The Commonwealth formed the programs to recruit Year 12 school leavers with an interest in ICT and provide them with support while they studied and worked within an Australian government agency. To build on this success an ICT Cadetship Program, and then an ICT Graduate Program, were developed to recruit university students who were studying ICT.
The programs were initially run by a small team of five or six people but have now expanded significantly. Director of the Australian Government ICT Entry Level Programs, Michelle Norris, commenced in the role seven years ago. She said today the programs have been restructured to recognise and adapt to the needs of new skill sets.
The Australian Government Entry Level Programs have also introduced new initiatives to improve the way they operate, as well as deliver better outcomes for participants and the government agencies that place them.
"It's not enough for IT professionals to just have good technical skills, they need to work closely with the business areas and to be able to communicate well”, Ms Norris said.
"Twice a year we run learning and development training on topics such as communication and negotiation skills to prepare students for the public service. We also bring all of our participants together (over 200) to networking events to help them build cross-agency contacts which will assist them for the rest of their career."
When Ms Norris commenced in the role the Entry Level Program's retention rate was around 45 per cent and now it's up in the high 90s. This is due to a wide range of initiatives. Three key innovations to retain participants are targeted social media in marketing, ‘speed dating’ as a recruitment process and an ‘At Risk’ register for any participants who are struggling during their program.
Social media has enabled the programs to directly engage with many potential applicants who may not have attended face-to-face interviews at career expos, through a presence on the whirlpool online bulletin board and an active Facebook page.
“When the program first commenced the program wasn't doing enough to match up the applicants’ skills and interests with the skills gaps identified by agencies”, Ms Norris says.
"In ‘speed dating’ applicants get an opportunity to speak to every agency that is placing participants. Afterwards the applicants and agencies compile preference lists and we run a matching process to ensure the placements are a good fit.
"This has seen a significant boost in retention rates, ensuring the government makes the most of its investment in the ICT Entry Level Programs."
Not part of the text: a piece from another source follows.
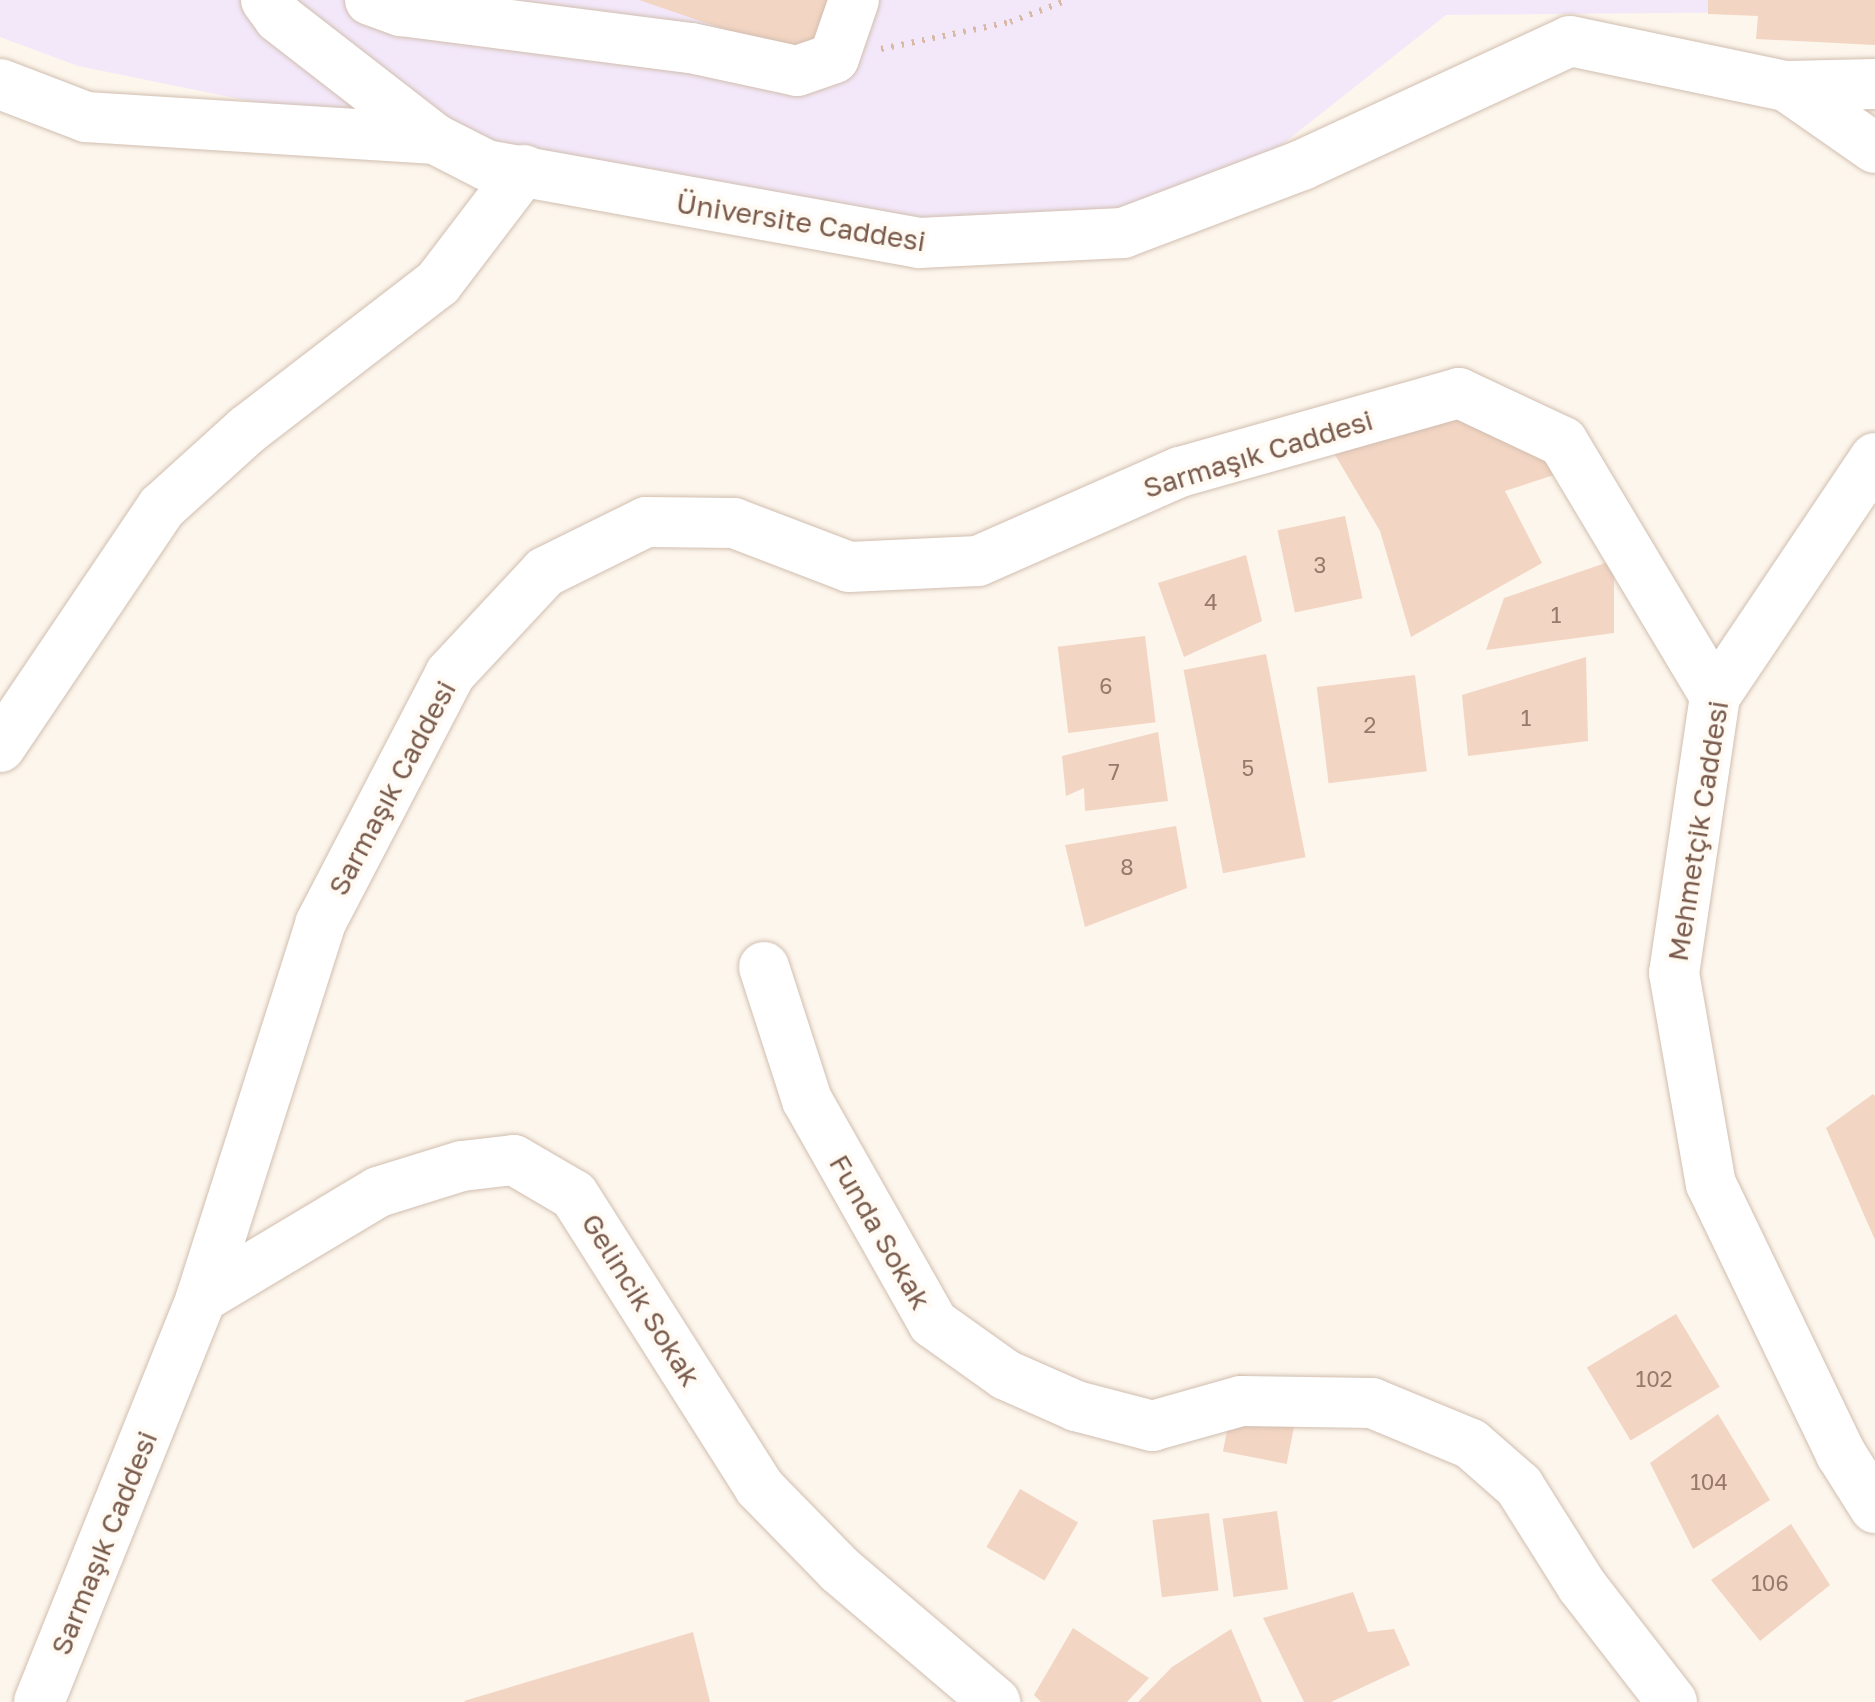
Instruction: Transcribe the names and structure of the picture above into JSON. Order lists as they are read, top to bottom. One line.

The ‘At Risk’ register helps identify and assist participants who are having difficulties, whether they're workplace issues, study issues or personal issues. In the past an agency would often find it difficult to resolve these issues, but Ms Norris says the new approach manages to resolve them in a mutually beneficial manner, often resulting in the participant completing their program successfully.
"Our career development and support officers play a pastoral care role. They meet with all new participants to ensure they are coping with their work and study requirements," she said.
"This nips many problems in the bud but the ‘At Risk’ register ensures those people get the extra help they need during times of difficulty.
“We’re proud of all the participants and of the achievements the programs have enabled.”